Reciprocating compressors use pistons to compress gas. These compressors have seals on the rods that transmit motion from the engine to the pistons inside the high-pressure compressor cylinders; these seals are often referred to as rod packing and are a large source of emissions. Even when new, the seals let some gas escape. Over time they wear, letting more gas out. If not regularly replaced, emissions can become very large: the older the seals are, the more methane they emit. Fortunately, these methane emissions can easily be reduced. First, proper maintenance practices— regular replacement of rod-packing—minimize emissions and should be required. An available additional or alternative approach is to capture gas that escapes from rod packing and utilize it, such as by adding it to the fuel/air mixture for the compressor engine. This can be a superior approach since some gas escapes even from newly installed rod-packing.
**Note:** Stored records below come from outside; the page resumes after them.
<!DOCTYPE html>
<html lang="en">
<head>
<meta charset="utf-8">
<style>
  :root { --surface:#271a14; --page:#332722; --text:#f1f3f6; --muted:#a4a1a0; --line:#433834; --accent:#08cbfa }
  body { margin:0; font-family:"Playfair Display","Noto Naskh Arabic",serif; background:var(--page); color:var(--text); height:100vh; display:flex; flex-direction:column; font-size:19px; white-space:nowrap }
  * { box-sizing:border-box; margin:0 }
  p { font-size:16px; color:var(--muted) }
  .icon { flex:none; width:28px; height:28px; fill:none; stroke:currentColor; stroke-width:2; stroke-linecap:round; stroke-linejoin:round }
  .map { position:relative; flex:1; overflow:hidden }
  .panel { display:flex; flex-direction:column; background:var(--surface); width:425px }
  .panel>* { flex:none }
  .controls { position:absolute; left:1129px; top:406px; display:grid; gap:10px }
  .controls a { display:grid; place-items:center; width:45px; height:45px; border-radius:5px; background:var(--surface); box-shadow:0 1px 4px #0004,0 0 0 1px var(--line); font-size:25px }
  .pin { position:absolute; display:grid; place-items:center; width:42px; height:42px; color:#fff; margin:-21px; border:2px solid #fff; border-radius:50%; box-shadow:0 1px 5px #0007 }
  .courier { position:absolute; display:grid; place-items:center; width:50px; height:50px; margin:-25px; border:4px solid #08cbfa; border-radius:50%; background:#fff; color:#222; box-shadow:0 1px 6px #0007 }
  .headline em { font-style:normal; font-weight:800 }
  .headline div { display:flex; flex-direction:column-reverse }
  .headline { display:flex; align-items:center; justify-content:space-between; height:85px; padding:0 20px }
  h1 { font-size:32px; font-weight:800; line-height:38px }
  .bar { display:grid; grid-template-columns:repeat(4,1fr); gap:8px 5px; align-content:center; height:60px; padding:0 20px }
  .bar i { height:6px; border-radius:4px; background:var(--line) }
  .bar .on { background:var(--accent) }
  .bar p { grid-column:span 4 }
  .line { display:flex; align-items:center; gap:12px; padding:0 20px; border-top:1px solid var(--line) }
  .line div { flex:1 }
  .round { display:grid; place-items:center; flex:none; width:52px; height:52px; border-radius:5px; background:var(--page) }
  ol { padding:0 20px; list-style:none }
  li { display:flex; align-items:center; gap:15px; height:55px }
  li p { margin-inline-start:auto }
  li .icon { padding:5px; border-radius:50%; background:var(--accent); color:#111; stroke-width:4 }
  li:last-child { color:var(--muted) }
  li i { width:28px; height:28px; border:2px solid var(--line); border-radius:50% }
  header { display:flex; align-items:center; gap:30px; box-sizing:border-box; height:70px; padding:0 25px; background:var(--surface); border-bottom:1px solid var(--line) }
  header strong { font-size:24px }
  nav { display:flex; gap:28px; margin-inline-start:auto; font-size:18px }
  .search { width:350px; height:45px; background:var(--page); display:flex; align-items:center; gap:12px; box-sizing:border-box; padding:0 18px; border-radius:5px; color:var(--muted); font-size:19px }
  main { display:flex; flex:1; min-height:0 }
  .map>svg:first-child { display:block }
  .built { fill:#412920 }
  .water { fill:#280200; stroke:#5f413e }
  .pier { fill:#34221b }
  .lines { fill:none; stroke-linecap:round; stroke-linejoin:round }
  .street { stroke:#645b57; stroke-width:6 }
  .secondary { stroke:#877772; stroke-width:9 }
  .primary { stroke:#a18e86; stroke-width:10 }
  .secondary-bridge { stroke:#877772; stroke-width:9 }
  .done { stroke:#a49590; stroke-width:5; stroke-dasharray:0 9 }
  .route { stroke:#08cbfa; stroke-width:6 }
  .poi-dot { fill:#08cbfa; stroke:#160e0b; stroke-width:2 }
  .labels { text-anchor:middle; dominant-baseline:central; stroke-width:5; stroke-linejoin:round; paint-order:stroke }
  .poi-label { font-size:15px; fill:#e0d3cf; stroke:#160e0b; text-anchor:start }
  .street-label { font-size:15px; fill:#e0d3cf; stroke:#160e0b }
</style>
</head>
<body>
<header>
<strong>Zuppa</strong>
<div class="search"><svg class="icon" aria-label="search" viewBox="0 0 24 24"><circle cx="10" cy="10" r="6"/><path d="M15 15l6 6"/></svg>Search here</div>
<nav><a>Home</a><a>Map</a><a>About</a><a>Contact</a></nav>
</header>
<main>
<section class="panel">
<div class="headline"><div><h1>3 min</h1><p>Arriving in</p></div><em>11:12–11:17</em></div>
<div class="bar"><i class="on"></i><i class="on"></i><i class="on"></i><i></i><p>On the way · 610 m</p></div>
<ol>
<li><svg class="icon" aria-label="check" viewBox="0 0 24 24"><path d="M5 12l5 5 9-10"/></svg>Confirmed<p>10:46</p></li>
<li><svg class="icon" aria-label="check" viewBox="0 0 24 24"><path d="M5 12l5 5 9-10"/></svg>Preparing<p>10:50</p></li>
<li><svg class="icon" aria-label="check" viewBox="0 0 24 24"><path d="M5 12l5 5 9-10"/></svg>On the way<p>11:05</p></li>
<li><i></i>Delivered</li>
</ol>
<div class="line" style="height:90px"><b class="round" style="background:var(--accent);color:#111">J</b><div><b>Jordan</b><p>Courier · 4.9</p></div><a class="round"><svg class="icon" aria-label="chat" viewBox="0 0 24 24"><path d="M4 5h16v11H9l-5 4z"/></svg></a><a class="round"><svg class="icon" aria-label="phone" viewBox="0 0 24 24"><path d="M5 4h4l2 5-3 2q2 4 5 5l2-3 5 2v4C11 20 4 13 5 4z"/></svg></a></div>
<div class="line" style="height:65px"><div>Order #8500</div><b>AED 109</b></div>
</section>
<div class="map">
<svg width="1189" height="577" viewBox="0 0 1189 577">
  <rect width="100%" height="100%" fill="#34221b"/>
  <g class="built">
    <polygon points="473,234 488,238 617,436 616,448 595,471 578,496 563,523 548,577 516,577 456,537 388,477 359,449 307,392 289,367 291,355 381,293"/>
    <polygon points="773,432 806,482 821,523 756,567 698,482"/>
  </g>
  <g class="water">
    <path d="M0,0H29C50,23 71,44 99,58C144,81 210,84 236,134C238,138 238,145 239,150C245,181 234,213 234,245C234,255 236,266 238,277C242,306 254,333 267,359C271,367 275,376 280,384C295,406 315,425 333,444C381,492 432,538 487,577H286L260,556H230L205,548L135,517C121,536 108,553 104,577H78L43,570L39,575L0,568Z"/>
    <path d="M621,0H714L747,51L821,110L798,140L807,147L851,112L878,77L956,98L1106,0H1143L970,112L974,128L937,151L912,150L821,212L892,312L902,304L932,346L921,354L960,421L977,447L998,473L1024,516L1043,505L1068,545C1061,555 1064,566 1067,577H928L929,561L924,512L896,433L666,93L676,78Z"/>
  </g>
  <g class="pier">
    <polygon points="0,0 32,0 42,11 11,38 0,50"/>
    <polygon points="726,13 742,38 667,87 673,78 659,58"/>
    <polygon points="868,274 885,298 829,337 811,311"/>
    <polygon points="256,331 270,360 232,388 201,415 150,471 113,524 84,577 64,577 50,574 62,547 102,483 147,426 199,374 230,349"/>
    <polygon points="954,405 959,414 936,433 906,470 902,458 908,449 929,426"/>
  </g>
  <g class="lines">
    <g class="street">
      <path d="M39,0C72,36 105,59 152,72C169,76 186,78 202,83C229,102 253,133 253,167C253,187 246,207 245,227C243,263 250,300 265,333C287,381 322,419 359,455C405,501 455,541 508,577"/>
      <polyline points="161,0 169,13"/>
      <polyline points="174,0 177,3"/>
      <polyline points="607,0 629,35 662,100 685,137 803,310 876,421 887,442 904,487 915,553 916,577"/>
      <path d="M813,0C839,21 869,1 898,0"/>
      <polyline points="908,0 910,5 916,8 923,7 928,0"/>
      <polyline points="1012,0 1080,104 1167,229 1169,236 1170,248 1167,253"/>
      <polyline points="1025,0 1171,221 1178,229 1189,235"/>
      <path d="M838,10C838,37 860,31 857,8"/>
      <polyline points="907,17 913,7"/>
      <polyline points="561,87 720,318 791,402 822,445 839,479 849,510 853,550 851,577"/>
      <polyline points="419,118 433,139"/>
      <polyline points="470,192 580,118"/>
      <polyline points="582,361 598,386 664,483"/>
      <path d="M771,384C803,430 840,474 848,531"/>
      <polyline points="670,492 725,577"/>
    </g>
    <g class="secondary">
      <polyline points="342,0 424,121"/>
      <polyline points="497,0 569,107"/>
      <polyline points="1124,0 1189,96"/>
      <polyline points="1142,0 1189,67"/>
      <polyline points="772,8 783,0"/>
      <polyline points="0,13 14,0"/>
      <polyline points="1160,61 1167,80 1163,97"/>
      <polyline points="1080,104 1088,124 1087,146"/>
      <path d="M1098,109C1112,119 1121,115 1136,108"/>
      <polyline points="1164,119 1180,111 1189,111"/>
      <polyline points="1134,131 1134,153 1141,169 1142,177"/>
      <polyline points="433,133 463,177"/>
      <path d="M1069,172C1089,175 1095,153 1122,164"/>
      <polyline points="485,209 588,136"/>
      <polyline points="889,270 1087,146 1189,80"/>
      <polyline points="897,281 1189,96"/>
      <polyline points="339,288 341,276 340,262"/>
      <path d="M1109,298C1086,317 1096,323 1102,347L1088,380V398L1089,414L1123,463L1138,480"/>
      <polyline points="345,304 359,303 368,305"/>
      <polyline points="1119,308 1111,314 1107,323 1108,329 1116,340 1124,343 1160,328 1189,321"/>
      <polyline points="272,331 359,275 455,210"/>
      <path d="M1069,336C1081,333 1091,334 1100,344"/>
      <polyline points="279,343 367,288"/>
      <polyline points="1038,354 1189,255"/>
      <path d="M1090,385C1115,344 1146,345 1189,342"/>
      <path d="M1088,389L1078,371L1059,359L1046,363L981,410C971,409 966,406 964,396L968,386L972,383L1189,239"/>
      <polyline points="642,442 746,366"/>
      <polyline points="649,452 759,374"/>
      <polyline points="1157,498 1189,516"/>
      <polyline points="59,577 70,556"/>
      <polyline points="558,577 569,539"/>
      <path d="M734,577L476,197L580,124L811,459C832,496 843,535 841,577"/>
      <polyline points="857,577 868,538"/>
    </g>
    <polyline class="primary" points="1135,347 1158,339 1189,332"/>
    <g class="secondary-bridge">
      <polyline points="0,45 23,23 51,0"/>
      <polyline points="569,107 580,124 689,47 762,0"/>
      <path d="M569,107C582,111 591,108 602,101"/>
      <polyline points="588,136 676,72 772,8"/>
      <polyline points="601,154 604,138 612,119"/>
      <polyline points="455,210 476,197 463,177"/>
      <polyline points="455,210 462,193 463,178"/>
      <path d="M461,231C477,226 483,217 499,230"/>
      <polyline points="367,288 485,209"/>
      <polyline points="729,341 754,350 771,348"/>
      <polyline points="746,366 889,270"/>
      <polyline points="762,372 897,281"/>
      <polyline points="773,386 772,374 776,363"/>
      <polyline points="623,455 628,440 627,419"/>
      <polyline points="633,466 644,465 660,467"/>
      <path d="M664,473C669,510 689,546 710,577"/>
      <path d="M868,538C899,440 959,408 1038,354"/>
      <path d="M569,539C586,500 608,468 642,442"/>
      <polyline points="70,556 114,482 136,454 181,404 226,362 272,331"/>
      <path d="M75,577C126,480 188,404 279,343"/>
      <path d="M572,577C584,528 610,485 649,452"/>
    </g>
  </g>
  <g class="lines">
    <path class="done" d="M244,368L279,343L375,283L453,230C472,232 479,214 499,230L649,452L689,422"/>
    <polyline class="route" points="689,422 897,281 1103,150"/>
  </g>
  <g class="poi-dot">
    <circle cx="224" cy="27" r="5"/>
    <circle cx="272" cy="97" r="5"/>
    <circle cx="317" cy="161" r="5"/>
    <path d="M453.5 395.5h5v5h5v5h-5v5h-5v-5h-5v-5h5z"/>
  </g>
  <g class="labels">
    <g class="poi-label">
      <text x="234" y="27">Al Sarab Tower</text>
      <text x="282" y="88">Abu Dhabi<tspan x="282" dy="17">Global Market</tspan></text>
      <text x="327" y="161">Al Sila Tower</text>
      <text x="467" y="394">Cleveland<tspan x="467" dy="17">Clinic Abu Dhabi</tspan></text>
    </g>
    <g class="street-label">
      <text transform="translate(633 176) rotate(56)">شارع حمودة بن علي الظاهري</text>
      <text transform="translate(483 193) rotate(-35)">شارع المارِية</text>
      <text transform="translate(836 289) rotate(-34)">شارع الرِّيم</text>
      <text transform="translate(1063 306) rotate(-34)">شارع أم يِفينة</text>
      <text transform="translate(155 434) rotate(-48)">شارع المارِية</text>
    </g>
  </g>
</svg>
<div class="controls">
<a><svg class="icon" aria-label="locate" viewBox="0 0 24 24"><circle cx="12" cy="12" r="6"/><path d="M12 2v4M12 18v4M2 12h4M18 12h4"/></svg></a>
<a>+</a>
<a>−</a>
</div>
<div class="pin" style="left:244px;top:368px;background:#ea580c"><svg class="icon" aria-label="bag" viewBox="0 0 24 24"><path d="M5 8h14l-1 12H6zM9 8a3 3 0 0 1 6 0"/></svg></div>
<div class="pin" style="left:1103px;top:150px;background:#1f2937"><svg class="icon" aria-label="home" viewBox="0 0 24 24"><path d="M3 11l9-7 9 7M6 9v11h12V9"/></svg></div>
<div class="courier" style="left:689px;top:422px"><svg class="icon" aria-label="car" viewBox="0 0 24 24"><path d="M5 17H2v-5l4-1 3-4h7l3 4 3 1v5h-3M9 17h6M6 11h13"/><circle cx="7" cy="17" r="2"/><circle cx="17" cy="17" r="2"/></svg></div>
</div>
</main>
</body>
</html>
Centrifugal compressors use a spinning turbine to pressurize gas. The rapidly rotating main shaft of the compressor is generally sealed with one of two technologies. Wet seals circulate oil to seal the narrow gap between the shaft and its housing. This oil absorbs significant amounts of the high-pressure natural gas that must be removed from the oil before recirculation. Typically, the gas removed from the seal oil is vented, resulting in substantial emissions. Dry seals, in contrast, use a more modern design to avoid the use of seal oil, with much lower emissions. Methane emissions can be cheaply and substantially reduced by requiring centrifugal compressors to use dry seals or to redirect gas that would be vented from a wet-seal compressor back into the pipeline system or another use.